Я поворачиваю голову. Девушка один раз кивает. Золотистые глаза наливаются глянцем, а руки помощников шарят по ее телу, отчего меня еще больше коробит.

— Отпустите ее. Я не понимаю, о чем ты мелешь!

— Вика… — Дарина прикрывает глаза и даже не отбивается от наглых рук магов. — Никто не сможет пойти против правил школы.

Правда, значит. И когда я подписала эти бумаги? Совсем ничего не соображала? Получается, Аким воспользовался моим состоянием и подсунул добровольную темницу? Но зачем ему пустой маг? Зачем делать меня изгоем? Или я сама себя такой сделала?

Воспоминания наплывают одно за другим. Пластами, волнами, как цунами. Они сносят реальность и способность противостоять несправедливости. Деревня, лес, апатия, а затем подвал. Холодный, сырой и страшный. И длинная тень Марка, что, как монстр, тянет щупальца и пытается схватить меня за ноги. А потом дым и огонь. И я спасаю своего палача. Почему тогда не позволила нам обоим умереть и избавить себя от страданий?

Не чувствую ног. Отталкиваюсь ладонями от Игоря, но не сдвигаю его даже на сантиметр.

— Детка, не вырвешься. Тебе ли не знать, каким я бываю настойчивым.

— Ублюдок! — хочу плюнуть в него, но он прикрывает мне рот ладонью, будто склизкой конечностью осьминога.

— Давай так. С тебя поцелуй, и я вас отпускаю. Сделаю вид, что ничего не видел. Как тебе такой размен?

Не отнимает руку. Я чувствую привкус прошлого. Соленый и горький. Вены давно сгорели от пламени, что течет внутри. Вулкан сожрал сам себя. Расколол, испепелил и умер. Я истощилась. Перевожу заплаканный взор на Дарину. Она стоит покорно, опустив голову. Молчит и тихо плачет. Я подставила ее. На себя мне плевать и уже давно. А подругу мне жаль. Из-за меня она встряла в нехорошую историю. Может, есть во мне хоть капля сострадания, и я смогу девушке помочь, как помогала мне она?

Вижу, как один из державших ее, лапает грудь под футболкой и пытается поцеловать шею. Она слабо отпирается, но второй громила тут же захватывает хрупкие руки, и девушка сдается. Безмолвно кричит взглядом, будто знает, что выхода нет.

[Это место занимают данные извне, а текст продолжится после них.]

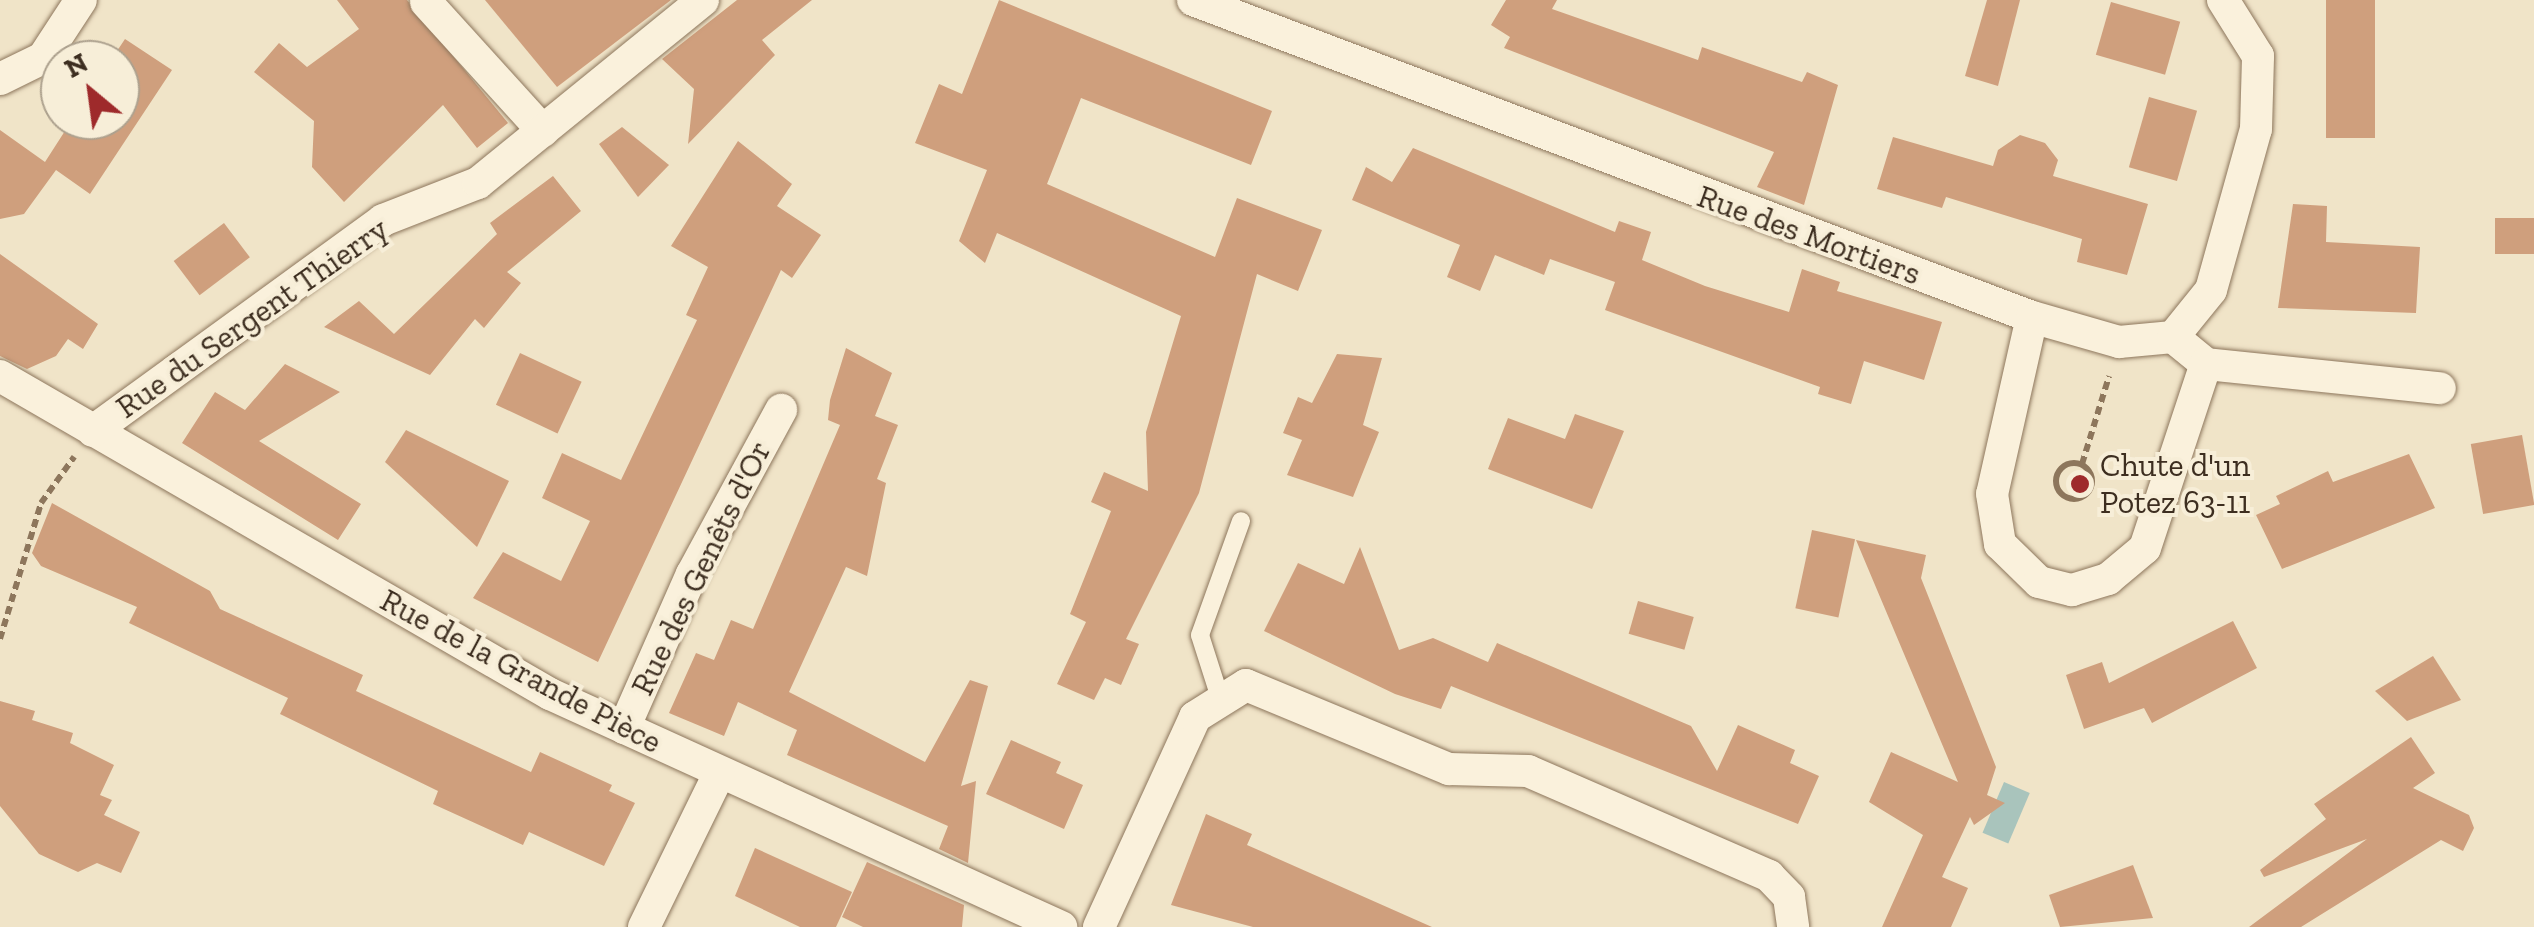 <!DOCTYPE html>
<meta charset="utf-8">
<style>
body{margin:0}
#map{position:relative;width:2534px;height:927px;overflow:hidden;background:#f0e4c8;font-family:"Zilla Slab",serif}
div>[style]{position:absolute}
.water>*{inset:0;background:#a9c4bc;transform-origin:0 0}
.building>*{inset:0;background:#cf9f7d;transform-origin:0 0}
.path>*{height:6px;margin-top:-3px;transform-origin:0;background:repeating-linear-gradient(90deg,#8d765c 0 8px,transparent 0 13px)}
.path>.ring{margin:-3px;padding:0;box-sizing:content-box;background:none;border:6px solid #8d765c;border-radius:50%}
.roads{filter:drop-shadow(0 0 2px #8d765c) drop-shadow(0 0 2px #8d765c)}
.service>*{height:18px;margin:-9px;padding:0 9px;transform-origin:9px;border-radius:9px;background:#faf1dc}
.minor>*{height:32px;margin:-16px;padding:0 16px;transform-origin:16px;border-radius:16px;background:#faf1dc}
.dots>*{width:28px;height:28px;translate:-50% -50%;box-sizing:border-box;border:5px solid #f7eed8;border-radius:50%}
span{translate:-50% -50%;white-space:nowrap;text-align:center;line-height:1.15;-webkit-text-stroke:8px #f7eed8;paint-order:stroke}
.street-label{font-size:32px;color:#3d2e20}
.poi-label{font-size:32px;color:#3d2e20}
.left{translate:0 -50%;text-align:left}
.north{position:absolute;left:40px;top:40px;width:100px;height:100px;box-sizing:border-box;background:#f7eed8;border:2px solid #ada18e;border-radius:50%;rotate:331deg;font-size:28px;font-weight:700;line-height:40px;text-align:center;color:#3d2e20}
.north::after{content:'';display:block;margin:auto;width:35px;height:45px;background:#9e2a2b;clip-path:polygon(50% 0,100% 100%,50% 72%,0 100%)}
</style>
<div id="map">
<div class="water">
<i style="left:2004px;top:782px;width:28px;height:55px;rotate:23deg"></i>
</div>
<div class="building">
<i style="clip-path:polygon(337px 0,407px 0,508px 123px,477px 148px,443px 105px,344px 202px,312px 167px,314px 121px,254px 72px,279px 43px,307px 67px,359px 29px)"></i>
<i style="clip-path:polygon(485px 0,671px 0,557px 87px)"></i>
<i style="clip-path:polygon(737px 0,812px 0,762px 40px,775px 55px,688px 144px,694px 89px,662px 59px)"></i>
<i style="clip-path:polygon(999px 0,1272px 111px,1251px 165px,1081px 98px,1047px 184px,1215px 257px,1237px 198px,1322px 230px,1298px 291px,1257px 274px,1199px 493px,1126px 639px,1139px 644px,1121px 685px,1105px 678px,1094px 700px,1057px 684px,1086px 622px,1070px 614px,1111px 511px,1091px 502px,1104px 472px,1148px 491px,1146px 432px,1181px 316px,997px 233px,985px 263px,959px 241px,987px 170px,915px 143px,939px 84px,962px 94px)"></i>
<i style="clip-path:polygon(1506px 0,1557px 0,1552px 9px,1698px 60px,1702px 47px,1802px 82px,1807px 72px,1838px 85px,1804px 205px,1757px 187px,1774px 152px,1504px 48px,1510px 37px,1491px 25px)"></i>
<i style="clip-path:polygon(1987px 0,2020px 0,1998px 86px,1965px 76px)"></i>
<i style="left:2326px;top:0;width:49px;height:138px"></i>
<i style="left:2111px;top:2px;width:72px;height:55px;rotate:16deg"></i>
<i style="clip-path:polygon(125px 39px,172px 70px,90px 194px,56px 170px,24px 214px,0 219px,0 130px,45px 162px,72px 120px,120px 120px,120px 60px,111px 60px)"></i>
<i style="left:2149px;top:97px;width:50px;height:73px;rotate:16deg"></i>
<i style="clip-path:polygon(622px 127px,669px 165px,638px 197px,599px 144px)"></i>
<i style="clip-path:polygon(2020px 135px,2045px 143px,2058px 160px,2053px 176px,2148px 204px,2127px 275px,2077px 262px,2082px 239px,1946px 197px,1942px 208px,1877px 189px,1893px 137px,1993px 166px,1998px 150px)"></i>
<i style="clip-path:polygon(738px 141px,792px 184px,777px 206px,821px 235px,792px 278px,781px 270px,598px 662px,473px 598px,503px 552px,561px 581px,590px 521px,542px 498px,562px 453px,621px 480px,697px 320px,686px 315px,708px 267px,671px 246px)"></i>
<i style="clip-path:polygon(1413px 148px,1615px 232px,1619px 221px,1651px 232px,1642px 260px,1705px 286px,1789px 312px,1802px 269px,1840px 282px,1837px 291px,1942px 322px,1924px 380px,1864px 361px,1851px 404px,1818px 394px,1820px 387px,1605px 310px,1615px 282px,1550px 259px,1544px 275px,1495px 255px,1480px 291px,1447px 277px,1460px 245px,1352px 200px,1366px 167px,1392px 182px)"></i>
<i style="clip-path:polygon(553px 176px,581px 211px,507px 272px,521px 283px,484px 328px,475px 319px,430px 375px,324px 327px,359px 301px,394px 334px,497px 234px,490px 223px)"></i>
<i style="clip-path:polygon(2293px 204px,2327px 206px,2326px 242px,2420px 247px,2416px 313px,2278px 308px)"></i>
<i style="left:2534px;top:218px;width:36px;height:39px;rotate:90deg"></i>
<i style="left:224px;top:223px;width:43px;height:63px;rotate:53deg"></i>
<i style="clip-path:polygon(0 254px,98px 324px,83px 349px,68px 339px,56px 356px,27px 369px,0 356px)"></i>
<i style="clip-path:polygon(846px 348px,892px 373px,875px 416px,898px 425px,877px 479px,886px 483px,867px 576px,846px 567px,789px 692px,925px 762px,970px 680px,988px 686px,961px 786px,976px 781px,968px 863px,939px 849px,948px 826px,787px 755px,797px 730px,738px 702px,724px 736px,669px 713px,696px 653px,714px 660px,731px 620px,753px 629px,840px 425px,828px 420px,830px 400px)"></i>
<i style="left:520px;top:353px;width:68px;height:57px;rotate:25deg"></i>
<i style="clip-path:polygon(1337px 354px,1382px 358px,1363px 425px,1379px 432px,1353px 497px,1287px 475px,1302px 440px,1283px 433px,1298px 397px,1312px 403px)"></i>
<i style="clip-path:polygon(285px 364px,340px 392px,259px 441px,361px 504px,338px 540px,182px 443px,215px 392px,245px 410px)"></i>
<i style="clip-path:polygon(1575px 414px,1624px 431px,1592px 509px,1488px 469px,1508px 418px,1565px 439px)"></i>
<i style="clip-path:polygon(406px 430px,509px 481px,477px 547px,385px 462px)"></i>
<i style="left:2522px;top:435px;width:71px;height:52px;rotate:80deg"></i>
<i style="clip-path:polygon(2409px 454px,2435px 508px,2282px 569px,2256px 515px,2280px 504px,2276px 496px,2328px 471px,2333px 482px)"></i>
<i style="clip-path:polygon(52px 503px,210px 591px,220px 609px,363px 675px,356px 691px,531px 772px,540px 752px,612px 785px,609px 791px,635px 803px,604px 866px,529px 832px,523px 845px,433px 804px,438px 791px,280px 714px,288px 698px,129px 623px,137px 607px,41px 566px,32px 553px)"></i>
<i style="left:1812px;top:530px;width:44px;height:80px;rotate:12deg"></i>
<i style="clip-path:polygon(1856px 540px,1926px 555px,1921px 578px,1996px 767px,1987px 795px,2005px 803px,1974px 825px,1970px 817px,1942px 877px,1968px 888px,1951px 927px,1882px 927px,1923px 835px,1869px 802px,1891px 752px,1958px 782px)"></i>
<i style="clip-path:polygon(1360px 547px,1399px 650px,1433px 638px,1488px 662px,1497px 643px,1691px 726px,1717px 771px,1738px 725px,1795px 750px,1790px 763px,1819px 776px,1798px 824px,1451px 686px,1441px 709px,1395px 694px,1264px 631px,1298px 563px,1344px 584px)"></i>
<i style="left:1638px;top:601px;width:58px;height:34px;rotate:16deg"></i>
<i style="clip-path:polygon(2233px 621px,2257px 668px,2152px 723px,2144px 708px,2084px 729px,2066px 675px,2102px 662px,2109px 683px)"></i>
<i style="clip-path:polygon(2433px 656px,2461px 700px,2407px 721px,2375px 691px)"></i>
<i style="clip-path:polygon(0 701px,35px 711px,32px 720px,73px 733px,70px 743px,114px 765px,100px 795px,112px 800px,104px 815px,140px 832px,121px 873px,97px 863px,78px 872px,39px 854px,0 806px)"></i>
<i style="clip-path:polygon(2411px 737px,2435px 773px,2413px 788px,2469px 815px,2474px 828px,2463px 851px,2441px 840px,2301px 927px,2249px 927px,2367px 839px,2264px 877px,2260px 870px,2326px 819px,2314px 804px)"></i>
<i style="clip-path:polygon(1011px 740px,1061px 762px,1056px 773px,1083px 785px,1064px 829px,986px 794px)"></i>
<i style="clip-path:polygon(1206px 814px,1252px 834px,1247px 845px,1432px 927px,1253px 927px,1171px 905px)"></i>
<i style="clip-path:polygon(755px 848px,852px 892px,836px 927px,800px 927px,735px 896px)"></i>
<i style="clip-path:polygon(867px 862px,964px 905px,962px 927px,863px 927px,842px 917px)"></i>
<i style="clip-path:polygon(2133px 865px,2153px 918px,2060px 927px,2049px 895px)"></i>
</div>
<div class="path">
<i class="ring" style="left:2056px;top:463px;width:30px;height:30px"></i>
<i style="left:2082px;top:464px;width:92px;rotate:-72.9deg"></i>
<i style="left:0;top:639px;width:142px;rotate:-73.2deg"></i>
<i style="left:41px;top:503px;width:57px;rotate:-54.3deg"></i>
</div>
<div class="roads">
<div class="service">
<i style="left:1221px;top:701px;width:69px;rotate:-107.7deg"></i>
<i style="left:1200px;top:635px;width:121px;rotate:-70.2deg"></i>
</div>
<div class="minor">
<i style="left:1193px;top:0;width:897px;rotate:20.7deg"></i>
<i style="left:2032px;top:317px;width:91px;rotate:16deg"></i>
<i style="left:2119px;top:342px;width:54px;rotate:-5.3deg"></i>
<i style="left:2173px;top:337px;width:43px;rotate:39.3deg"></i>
<i style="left:2206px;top:364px;width:235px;rotate:5.9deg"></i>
<i style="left:426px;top:2px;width:174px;rotate:47.8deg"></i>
<i style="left:0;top:79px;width:48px;rotate:-26deg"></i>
<i style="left:43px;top:58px;width:69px;rotate:-56.8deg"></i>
<i style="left:2032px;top:317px;width:181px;rotate:102.7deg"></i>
<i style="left:1992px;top:494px;width:51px;rotate:80.9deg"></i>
<i style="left:2000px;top:544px;width:54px;rotate:44.3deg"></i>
<i style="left:2039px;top:582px;width:34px;rotate:14deg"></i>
<i style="left:2072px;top:590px;width:38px;rotate:-17deg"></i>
<i style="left:2108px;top:579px;width:48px;rotate:-40deg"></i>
<i style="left:2145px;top:548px;width:194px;rotate:-71.7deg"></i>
<i style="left:2173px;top:337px;width:60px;rotate:-51deg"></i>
<i style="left:2211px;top:290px;width:167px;rotate:-74.4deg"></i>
<i style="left:2256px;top:129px;width:73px;rotate:-88.4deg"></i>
<i style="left:2258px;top:56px;width:66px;rotate:-122deg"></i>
<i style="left:0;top:376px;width:635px;rotate:30.04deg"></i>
<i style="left:550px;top:694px;width:562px;rotate:24.51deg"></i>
<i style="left:93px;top:431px;width:359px;rotate:-36deg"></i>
<i style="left:383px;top:220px;width:102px;rotate:-21.3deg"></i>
<i style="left:478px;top:183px;width:290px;rotate:-39.1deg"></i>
<i style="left:624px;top:728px;width:168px;rotate:-66.2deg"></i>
<i style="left:692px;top:574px;width:187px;rotate:-61.5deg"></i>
<i style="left:644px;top:927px;width:170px;rotate:-63.9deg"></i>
<i style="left:1099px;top:927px;width:231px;rotate:-65.4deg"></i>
<i style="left:1195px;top:717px;width:60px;rotate:-32.1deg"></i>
<i style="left:1246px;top:685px;width:220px;rotate:22.5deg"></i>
<i style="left:1449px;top:769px;width:79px;rotate:1.5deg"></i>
<i style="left:1528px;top:771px;width:263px;rotate:23.5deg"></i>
<i style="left:1769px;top:876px;width:29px;rotate:46deg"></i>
<i style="left:1789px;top:897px;width:30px;rotate:82deg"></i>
</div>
</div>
<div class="dots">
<i style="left:2080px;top:484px;background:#9e2a2b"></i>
</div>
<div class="street-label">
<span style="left:1809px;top:235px;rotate:20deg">Rue des Mortiers</span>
<span style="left:252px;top:318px;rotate:-35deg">Rue du Sergent Thierry</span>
<span style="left:701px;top:568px;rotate:-64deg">Rue des Genêts d'Or</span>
<span style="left:521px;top:671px;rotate:28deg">Rue de la Grande Pièce</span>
</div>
<div class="poi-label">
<span class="left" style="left:2100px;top:484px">Chute d'un<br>Potez 63-11</span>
</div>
<div class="north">N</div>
</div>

Мычу и пытаюсь укусить Игоря. Две девушки против трех громил. Неравные силы. Старые раны распускаются гневом, и я брыкаюсь. Грубая пощечина взрывает перед глазами фейерверк, шум в ушах выключает на миг способность реагировать. Вязкое тело сползает, ноги немеют, а пальцев рук не чувствую. Крепкий локоть пережимает горло, придавливая к стене. Хриплю и вливаюсь руками в трикотажную черную ткань.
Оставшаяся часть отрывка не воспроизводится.